I'm an academic librarian, working in the UK Higher Educational sector, supporting academics and students. Prior to this, I was a researcher, working with social and learning technologies.

My interests include the application of emerging and traditional technologies, research support in libraries, learning spaces, evidence-based practice and the professional development of library and information workers.

You can find out more about more about me from the links to the left. Note that the views expressed on this website/blog are mine alone and do not necessarily reflect the views of any other individual or organisation.

From academic to academic librarianship

November 14th, 2007

Oddly enough, one of the most difficult questions I had to answer in the interviews for my traineeship was ‘why don’t you want to be an academic?’ I could talk about why I wanted to be an academic librarian until the cows came home – I’m enthusiastic about ways of sharing information, interested in new technologies, I love working with students and staff, and thinking about the future of learning and technologies. However, saying exactly why I didn’t want to be an academic was more difficult.

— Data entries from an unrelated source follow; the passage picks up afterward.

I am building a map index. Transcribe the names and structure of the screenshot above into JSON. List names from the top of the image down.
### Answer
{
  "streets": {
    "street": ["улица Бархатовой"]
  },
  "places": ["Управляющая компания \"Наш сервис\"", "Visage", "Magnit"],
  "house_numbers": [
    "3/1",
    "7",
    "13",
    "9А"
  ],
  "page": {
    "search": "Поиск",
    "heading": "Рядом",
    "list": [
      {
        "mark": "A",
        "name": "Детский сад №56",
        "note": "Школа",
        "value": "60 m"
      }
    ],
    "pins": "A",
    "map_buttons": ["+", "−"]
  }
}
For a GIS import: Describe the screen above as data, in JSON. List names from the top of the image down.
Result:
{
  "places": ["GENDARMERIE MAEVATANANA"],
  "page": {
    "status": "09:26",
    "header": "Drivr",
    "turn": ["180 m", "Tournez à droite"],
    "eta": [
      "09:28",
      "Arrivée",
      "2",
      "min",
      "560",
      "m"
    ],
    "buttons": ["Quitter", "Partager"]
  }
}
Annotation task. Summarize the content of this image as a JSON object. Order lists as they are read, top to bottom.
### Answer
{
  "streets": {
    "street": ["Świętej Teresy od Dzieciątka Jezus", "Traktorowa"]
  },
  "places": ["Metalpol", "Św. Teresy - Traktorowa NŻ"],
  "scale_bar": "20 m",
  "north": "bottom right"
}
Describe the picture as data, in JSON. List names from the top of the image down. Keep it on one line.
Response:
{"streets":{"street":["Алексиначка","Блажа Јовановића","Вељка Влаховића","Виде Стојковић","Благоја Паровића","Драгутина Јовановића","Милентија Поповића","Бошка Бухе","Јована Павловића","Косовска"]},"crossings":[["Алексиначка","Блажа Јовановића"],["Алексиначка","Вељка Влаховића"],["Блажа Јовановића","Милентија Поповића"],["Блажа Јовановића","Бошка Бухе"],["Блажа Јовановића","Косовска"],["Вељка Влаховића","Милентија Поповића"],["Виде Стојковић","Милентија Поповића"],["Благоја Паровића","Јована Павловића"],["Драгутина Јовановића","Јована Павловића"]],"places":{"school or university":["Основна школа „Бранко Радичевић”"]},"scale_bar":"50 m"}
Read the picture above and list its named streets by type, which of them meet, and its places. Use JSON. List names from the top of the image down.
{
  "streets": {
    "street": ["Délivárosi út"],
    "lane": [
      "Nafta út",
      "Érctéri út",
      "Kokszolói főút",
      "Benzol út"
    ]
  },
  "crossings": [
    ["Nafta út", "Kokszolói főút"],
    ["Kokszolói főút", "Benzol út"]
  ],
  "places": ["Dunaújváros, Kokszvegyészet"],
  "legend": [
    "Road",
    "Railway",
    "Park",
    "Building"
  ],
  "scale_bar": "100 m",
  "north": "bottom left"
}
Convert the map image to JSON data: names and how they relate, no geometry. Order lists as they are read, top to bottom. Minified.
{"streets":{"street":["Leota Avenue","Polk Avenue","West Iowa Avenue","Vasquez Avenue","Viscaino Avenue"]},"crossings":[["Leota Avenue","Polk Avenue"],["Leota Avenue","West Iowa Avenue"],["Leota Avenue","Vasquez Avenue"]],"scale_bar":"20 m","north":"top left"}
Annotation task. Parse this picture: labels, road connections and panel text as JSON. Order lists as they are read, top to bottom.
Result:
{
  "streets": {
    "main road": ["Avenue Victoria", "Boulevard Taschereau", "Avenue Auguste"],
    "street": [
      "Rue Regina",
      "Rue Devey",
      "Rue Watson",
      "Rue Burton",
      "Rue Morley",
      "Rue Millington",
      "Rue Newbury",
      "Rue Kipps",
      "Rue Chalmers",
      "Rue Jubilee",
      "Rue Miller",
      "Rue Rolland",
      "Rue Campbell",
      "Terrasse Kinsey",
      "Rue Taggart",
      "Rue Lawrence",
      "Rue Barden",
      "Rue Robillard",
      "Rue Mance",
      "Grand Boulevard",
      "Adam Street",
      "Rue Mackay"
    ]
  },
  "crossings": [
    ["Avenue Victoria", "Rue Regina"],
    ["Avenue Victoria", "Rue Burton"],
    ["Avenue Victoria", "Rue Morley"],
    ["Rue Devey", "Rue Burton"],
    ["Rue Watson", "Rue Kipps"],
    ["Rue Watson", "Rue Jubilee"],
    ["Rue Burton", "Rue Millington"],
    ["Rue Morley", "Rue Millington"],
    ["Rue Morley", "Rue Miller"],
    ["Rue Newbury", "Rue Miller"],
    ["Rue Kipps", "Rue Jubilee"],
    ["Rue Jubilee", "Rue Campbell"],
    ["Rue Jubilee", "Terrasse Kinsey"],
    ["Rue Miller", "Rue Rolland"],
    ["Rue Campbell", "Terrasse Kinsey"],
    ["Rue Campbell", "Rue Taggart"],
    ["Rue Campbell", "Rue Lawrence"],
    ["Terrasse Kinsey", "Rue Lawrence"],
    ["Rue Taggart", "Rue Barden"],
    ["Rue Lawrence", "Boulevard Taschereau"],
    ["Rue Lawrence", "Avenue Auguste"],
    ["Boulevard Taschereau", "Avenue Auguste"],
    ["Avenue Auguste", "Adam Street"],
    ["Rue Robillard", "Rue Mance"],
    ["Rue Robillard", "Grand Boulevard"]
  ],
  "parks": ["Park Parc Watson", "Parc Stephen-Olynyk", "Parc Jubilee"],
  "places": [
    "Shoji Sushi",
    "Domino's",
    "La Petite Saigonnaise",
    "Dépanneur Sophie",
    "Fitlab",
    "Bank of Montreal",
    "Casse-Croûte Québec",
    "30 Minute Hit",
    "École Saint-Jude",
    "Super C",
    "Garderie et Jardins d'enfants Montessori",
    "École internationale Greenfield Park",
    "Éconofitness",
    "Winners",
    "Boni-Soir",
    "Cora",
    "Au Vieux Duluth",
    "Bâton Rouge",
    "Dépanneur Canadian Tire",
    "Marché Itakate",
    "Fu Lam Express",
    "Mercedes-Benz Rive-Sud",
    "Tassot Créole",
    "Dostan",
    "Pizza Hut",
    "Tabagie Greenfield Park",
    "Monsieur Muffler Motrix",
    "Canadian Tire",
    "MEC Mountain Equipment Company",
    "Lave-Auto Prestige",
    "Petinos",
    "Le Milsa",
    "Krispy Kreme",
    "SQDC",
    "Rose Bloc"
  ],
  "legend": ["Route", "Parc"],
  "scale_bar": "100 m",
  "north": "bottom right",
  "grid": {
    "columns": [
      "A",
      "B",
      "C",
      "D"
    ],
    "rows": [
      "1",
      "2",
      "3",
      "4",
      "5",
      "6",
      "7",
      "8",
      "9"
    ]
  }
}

A lot of the problem was the answer I didn’t want to give: “Being an academic seemed too stressful for me”. For a start, I didn’t, and don’t think librarianship is an easy ride; research suggests I’d be in for a big disappointment if I’d have thought that. However, the kind of pressure that librarians have to put up with is the kind of pressure I thrive under – doing what I can with limited resources, turning round work quickly under high demand, dealing people and technologies, innovating and communicating innovations to others. In addition, I felt this undersold my enthusiasm for being a librarian – I didn’t pick it because it seemed easy compared to something else, but because it sounded interesting and involving, and I’d already gone to the trouble of trying library work and checking I enjoyed it before committing this far.

If asked now, I’d be able to put into words what, at the time, was a gut feeling. I’d say a central part of being a successful academic is advertising yourself. I am not good at this. I have little confidence in my ability to come up with concepts and theories, and only limited faith in my research. It’s not uncommon for female academics to have what is known as imposter syndrome where they think they will never quite be up to their colleagues’ abilities, but I whether I do or don’t suffer from this, I still prefer a career where I can accurately assess my own success. When it comes to libraries I am good at selling a service, however. I have confidence in my ability to come up with plans and strategies, and my belief in the value of the library and information services I provide is fairly unshakeable. But it’s primarily the immediate feedback I get from a happy customer that makes me love library work, and you just don’t get that in academia – let’s just say academia and I are not a good organisational fit.

Anyway, so I finally have an answer to the big question, too late for the last set of interviews, but in time for the next lot, should I get asked! Now I’ll never have to sit there, nursing the answer I don’t want to give again.